Austria's tough laws against Nazi propaganda led to a three-year prison sentence for infamous British historian David Irving, who pleaded guilty in Feb. 2006 to denying the Holocaust. In Dec. 2006, he was released from prison early, and deported to England.
Three months after elections, Austria's two main parties formed a coalition government in Jan. 2007. The leader of the Social Democrats, Alfred Gusenbauer, became chancellor.
Parliament passed a law in June 2007 that lowered the voting age in Austria to 16.
Infighting Causes Government Collapse
On July 7, 2008, the Austrian government collapsed after months of struggling between the two major political parties, the Social Democratic Party and the People's Party. Elections are expected to be held in September. The chancellor, Alfred Gusenbauer, announced that he would not run for reelection. The new Social Democratic Party leader and transport minister, Werner Faymann, will be the Social Democrat candidate.
In September 2008, the right-wing parties made tremendous gains in parliamentary elections. The Social Democratic Party of Austria won 29.3% of the vote (57 of 183 seats), the Austrian People's Party 26% (51), the Freedom Party of Austria 17.5% (34), the Alliance for the Future of Austria 10.7% (21), the Greens 10.4% (20), and the Liberal Forum 2.1% (0). Turnout was 78.8%. On October 8, 2008, Faymann was asked by President Fischer to form a new government.
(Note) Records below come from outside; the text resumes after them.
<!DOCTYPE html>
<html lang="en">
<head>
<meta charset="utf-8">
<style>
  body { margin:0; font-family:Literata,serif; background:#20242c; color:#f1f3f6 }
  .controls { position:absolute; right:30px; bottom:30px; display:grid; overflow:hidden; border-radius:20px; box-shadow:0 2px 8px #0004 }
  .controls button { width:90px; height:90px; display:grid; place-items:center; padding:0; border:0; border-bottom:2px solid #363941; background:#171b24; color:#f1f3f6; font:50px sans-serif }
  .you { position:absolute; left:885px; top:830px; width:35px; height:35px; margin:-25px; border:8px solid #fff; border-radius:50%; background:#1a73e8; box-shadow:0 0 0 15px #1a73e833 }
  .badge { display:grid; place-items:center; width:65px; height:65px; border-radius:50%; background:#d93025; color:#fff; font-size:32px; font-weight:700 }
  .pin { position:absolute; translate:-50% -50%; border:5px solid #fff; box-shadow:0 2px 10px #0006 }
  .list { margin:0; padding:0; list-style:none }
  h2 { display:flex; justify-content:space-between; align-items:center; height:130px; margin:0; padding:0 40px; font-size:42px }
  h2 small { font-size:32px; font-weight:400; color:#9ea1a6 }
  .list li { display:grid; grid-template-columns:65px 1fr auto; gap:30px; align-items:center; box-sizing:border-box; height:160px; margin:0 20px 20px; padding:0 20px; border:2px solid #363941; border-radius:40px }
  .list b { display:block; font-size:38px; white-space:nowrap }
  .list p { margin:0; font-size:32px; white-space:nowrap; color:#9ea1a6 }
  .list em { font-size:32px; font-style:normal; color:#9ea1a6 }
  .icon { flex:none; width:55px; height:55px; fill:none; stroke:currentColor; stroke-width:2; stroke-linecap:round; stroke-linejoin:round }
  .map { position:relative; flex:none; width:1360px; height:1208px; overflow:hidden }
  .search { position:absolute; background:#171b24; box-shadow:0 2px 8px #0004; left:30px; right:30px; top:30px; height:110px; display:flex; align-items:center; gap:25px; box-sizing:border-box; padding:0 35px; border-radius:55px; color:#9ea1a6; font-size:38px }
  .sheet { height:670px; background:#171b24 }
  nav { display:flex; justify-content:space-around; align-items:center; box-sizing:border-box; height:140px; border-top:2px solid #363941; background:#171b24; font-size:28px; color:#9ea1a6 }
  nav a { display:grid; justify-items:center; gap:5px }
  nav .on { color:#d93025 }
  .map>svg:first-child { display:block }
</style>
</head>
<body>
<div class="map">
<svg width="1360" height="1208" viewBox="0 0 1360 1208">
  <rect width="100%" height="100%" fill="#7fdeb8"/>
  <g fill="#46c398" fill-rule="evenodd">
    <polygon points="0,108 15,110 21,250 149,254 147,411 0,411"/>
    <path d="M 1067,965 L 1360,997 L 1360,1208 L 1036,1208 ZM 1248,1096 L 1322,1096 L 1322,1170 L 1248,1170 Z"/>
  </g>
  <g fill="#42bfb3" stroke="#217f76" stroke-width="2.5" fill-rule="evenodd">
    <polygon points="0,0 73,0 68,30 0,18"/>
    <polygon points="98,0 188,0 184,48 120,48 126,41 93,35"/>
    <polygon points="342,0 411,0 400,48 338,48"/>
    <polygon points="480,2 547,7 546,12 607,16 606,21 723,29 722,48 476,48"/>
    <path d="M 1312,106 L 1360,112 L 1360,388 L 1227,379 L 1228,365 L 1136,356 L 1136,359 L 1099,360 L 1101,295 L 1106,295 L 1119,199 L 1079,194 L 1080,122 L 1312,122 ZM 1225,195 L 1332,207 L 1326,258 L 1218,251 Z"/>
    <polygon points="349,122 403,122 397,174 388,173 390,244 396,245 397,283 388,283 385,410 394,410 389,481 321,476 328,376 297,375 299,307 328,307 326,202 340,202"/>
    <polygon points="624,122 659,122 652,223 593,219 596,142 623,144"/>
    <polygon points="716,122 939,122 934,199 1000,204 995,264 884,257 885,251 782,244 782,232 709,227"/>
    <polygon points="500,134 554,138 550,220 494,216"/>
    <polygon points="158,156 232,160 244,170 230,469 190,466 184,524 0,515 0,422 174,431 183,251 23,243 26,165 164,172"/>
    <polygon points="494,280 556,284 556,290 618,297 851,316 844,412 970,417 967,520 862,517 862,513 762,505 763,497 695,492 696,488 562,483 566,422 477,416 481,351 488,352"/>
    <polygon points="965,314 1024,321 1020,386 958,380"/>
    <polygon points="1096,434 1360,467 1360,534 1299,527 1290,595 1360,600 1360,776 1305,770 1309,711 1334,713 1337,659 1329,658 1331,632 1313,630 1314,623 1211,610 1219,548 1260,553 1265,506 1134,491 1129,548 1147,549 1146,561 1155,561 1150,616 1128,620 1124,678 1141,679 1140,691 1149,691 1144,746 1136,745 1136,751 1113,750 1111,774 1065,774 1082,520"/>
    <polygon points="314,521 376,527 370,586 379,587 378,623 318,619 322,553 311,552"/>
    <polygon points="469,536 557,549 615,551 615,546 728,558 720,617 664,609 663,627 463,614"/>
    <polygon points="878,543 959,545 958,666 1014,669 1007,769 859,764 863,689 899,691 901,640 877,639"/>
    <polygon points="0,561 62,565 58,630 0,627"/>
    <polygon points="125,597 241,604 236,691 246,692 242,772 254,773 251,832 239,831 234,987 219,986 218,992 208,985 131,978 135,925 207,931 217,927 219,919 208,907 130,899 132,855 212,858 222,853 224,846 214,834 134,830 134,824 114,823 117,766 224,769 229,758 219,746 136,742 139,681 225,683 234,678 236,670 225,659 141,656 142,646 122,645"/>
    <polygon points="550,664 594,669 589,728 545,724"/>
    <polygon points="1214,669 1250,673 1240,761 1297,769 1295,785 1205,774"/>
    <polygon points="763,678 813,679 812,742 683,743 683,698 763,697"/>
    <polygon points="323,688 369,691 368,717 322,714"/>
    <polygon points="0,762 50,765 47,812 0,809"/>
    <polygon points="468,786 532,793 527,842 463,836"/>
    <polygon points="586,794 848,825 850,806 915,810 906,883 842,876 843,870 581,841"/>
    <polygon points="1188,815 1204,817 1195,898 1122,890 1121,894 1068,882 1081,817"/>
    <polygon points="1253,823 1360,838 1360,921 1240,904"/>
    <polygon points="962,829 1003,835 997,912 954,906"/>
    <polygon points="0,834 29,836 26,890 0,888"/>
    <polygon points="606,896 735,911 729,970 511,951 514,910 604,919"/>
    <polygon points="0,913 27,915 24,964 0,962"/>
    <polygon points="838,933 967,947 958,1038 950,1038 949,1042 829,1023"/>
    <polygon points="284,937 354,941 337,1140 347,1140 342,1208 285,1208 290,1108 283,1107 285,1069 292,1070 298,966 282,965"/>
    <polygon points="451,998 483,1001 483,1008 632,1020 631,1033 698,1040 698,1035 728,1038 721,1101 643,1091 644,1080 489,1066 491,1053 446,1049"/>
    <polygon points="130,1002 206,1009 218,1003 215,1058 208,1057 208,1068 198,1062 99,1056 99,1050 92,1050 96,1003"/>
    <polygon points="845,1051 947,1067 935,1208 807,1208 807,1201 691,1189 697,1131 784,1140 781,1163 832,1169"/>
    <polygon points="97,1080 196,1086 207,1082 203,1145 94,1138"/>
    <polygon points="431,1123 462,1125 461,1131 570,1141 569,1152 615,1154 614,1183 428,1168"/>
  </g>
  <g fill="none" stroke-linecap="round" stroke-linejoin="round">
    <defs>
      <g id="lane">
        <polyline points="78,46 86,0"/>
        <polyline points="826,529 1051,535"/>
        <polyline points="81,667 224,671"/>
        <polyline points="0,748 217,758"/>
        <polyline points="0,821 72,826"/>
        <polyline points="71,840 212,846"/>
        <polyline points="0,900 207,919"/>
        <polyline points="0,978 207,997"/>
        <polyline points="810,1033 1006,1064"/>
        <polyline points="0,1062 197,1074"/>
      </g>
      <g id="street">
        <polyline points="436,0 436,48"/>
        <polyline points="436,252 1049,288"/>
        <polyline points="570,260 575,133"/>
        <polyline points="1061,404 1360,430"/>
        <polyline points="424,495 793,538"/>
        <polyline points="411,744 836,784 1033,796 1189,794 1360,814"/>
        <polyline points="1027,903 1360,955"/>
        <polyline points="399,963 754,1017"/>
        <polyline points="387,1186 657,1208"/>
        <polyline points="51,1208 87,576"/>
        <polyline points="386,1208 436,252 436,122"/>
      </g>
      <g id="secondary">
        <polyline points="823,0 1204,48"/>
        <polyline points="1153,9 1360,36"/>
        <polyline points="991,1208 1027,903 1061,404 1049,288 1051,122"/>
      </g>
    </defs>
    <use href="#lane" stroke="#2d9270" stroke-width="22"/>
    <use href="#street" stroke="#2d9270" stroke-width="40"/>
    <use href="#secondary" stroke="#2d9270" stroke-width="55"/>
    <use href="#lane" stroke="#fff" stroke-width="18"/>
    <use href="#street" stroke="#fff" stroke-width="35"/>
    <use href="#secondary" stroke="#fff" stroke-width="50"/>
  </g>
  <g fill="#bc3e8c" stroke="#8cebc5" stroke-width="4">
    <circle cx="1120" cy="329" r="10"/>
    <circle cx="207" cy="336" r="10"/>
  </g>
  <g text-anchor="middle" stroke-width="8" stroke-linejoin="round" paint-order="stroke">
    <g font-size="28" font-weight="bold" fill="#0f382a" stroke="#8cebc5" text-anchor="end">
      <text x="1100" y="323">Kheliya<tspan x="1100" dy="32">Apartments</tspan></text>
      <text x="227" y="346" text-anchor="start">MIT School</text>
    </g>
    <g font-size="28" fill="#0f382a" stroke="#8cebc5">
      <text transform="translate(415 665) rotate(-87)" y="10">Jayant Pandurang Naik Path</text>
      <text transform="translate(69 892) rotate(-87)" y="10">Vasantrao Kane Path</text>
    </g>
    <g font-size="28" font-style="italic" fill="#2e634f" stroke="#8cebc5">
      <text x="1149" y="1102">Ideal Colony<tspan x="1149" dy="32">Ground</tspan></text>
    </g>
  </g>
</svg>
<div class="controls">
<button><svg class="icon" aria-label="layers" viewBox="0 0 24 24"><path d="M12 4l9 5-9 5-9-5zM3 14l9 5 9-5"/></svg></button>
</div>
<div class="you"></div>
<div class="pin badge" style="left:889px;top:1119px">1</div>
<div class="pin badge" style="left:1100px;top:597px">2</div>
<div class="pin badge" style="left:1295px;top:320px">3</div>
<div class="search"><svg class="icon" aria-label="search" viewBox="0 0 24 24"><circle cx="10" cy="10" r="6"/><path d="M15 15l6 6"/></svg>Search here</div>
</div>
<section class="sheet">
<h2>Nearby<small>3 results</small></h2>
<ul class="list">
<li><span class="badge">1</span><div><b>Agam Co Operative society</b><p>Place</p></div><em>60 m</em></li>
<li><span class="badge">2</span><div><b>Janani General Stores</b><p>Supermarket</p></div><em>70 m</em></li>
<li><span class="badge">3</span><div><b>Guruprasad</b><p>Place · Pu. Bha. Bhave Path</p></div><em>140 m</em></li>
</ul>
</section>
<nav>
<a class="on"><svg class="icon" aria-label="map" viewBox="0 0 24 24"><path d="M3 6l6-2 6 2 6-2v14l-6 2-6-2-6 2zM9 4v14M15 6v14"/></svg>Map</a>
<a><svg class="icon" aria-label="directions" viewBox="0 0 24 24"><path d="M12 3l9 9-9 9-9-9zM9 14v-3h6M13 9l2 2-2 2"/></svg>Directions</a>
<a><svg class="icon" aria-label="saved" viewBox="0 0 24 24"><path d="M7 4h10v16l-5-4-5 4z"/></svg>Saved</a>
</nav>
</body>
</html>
On October 11, 2008, during a crucial time in Austrian politics, the leader of the far-right Alliance for the Future of Austria, Jorg Haider, died in a car crash. On November 23, 2008, a coalition was agreed upon. Faymann began serving as Chancellor of Austria on December 2, 2008.
Parliament Passes Controversial Reforms to Regulate Islam
In Feb. 2015, the Austrian parliament passed controversial reforms in an effort to control Islamist radicalism. The reforms were to the 1912 law that made Islam an official religion in Austria. The new legislation bans any foreign funding for mosques or imams. However, there were no similar bans made for other religions. For example, Christians could still receive foreign funding for their churches.
The new legislation was condemned internationally. Mehmet Gormez, leader of Turkey's religious affairs, released this statement, “Austria will go back 100 years in freedom with its Islam bill.” In Austria, there are roughly half a million Muslims, about 6% of the population.